* PROBLEM DETAILS
Please find the lines in the entries below that contain the word "canvas", and copy each one.

--- TASK DATA ---

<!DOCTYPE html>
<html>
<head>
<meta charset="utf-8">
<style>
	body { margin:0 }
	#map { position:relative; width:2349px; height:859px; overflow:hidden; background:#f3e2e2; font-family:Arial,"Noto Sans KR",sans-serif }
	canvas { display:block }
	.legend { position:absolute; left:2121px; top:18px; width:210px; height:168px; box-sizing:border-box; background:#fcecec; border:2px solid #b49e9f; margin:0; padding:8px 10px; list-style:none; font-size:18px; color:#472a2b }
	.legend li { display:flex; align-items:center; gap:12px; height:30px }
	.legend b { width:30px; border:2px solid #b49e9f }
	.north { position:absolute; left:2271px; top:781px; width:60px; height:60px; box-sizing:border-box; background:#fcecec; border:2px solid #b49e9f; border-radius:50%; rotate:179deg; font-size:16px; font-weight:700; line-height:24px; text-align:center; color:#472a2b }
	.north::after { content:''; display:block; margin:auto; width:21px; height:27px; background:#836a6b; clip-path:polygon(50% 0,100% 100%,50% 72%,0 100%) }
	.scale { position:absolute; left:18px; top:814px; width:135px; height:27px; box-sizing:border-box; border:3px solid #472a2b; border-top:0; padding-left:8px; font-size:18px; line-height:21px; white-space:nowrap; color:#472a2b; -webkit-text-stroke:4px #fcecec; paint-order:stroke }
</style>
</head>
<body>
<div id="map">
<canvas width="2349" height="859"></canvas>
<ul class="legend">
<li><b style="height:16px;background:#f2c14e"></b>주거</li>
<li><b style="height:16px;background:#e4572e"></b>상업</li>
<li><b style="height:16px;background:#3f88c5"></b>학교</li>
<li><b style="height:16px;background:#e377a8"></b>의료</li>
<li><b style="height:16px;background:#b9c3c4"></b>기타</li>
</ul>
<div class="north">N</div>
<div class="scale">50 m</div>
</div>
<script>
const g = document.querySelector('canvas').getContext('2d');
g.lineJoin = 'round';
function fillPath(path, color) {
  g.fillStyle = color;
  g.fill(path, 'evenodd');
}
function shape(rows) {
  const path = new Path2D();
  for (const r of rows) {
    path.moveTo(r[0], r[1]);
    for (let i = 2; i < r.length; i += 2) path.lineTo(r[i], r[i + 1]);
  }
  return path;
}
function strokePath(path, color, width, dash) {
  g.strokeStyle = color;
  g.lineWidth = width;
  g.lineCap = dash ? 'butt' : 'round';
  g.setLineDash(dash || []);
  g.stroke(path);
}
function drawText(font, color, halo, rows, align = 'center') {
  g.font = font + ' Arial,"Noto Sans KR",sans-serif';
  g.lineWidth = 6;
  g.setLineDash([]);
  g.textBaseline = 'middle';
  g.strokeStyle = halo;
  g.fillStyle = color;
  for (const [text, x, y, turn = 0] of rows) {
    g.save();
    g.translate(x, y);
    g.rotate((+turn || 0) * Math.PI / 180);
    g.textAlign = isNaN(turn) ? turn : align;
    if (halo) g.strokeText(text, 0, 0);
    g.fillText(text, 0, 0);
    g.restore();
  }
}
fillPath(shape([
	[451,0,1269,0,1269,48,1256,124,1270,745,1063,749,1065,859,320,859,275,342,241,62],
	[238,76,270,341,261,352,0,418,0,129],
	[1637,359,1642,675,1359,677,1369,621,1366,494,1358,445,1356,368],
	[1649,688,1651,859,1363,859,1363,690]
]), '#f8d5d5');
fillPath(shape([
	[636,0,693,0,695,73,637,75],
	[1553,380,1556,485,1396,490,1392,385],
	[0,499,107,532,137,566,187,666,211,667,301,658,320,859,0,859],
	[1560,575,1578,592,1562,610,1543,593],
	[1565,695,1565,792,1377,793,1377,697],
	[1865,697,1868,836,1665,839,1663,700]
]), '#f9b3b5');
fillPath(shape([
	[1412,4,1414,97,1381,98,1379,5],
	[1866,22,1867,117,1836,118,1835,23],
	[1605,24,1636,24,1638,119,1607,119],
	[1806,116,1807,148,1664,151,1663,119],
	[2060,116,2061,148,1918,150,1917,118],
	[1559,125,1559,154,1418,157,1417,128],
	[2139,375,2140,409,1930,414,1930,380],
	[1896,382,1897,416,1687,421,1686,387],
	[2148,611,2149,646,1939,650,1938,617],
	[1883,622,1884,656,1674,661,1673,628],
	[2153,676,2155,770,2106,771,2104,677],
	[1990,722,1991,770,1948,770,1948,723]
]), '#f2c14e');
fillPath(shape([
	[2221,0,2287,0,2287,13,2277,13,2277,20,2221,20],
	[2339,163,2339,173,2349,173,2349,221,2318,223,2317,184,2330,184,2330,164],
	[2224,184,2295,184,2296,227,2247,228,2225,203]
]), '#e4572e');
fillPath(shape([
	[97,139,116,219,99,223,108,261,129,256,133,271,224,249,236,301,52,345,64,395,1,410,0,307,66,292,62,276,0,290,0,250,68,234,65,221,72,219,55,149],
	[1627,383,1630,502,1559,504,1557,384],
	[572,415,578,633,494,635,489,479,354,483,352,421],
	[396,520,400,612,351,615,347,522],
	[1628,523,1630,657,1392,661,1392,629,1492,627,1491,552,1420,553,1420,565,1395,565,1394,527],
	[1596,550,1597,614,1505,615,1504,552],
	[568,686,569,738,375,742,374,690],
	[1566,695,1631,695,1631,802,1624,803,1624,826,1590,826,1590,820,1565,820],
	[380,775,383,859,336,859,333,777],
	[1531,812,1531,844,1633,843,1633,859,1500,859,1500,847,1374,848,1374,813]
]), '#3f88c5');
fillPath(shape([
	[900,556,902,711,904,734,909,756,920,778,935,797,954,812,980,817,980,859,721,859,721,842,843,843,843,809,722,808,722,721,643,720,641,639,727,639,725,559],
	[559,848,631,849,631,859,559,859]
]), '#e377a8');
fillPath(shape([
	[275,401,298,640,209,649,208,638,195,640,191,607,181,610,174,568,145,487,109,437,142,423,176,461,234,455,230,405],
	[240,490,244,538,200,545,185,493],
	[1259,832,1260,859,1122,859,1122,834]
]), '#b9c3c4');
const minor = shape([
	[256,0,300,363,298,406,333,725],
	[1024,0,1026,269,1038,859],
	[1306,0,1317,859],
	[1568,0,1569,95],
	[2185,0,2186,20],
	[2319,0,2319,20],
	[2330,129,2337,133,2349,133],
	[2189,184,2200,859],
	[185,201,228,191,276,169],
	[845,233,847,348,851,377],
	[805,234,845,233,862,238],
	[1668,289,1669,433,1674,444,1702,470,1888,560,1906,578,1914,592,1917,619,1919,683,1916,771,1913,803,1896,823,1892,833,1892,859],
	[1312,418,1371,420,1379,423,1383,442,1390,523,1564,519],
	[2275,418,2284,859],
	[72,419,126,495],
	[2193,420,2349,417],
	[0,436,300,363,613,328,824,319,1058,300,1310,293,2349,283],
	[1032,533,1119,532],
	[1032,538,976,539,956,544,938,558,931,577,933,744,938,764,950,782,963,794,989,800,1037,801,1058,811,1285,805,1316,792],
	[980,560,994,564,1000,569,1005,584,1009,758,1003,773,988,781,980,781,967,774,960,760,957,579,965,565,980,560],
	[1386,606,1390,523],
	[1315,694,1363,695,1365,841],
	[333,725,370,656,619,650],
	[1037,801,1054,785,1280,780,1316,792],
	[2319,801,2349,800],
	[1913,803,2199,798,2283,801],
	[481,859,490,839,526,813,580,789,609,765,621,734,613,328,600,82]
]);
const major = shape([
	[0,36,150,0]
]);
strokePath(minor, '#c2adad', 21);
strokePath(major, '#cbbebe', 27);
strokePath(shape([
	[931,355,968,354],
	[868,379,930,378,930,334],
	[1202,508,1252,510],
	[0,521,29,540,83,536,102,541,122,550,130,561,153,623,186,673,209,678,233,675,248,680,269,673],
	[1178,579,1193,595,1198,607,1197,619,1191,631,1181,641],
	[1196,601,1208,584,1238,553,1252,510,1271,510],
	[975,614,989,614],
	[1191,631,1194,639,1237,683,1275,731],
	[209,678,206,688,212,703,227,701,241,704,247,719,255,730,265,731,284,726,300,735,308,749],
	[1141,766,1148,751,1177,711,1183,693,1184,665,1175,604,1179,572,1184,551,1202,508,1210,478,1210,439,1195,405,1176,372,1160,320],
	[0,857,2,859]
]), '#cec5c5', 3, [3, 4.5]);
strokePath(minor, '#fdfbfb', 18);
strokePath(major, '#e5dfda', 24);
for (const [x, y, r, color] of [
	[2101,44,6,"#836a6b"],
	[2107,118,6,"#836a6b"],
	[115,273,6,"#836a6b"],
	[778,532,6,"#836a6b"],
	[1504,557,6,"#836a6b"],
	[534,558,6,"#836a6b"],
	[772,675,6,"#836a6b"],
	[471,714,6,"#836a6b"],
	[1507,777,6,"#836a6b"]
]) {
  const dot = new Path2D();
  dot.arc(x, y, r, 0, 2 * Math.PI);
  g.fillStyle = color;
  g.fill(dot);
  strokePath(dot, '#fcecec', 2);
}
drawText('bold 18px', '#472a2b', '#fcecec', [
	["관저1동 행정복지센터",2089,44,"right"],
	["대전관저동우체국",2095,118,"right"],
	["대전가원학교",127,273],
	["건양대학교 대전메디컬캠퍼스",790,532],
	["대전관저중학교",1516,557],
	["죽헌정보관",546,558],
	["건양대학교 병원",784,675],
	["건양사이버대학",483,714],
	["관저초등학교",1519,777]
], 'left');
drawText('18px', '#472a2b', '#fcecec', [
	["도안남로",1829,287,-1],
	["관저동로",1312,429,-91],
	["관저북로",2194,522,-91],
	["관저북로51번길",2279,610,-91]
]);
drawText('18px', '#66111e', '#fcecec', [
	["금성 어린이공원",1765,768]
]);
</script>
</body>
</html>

---

* WRITTEN ANSWER
	canvas { display:block }
<canvas width="2349" height="859"></canvas>
const g = document.querySelector('canvas').getContext('2d');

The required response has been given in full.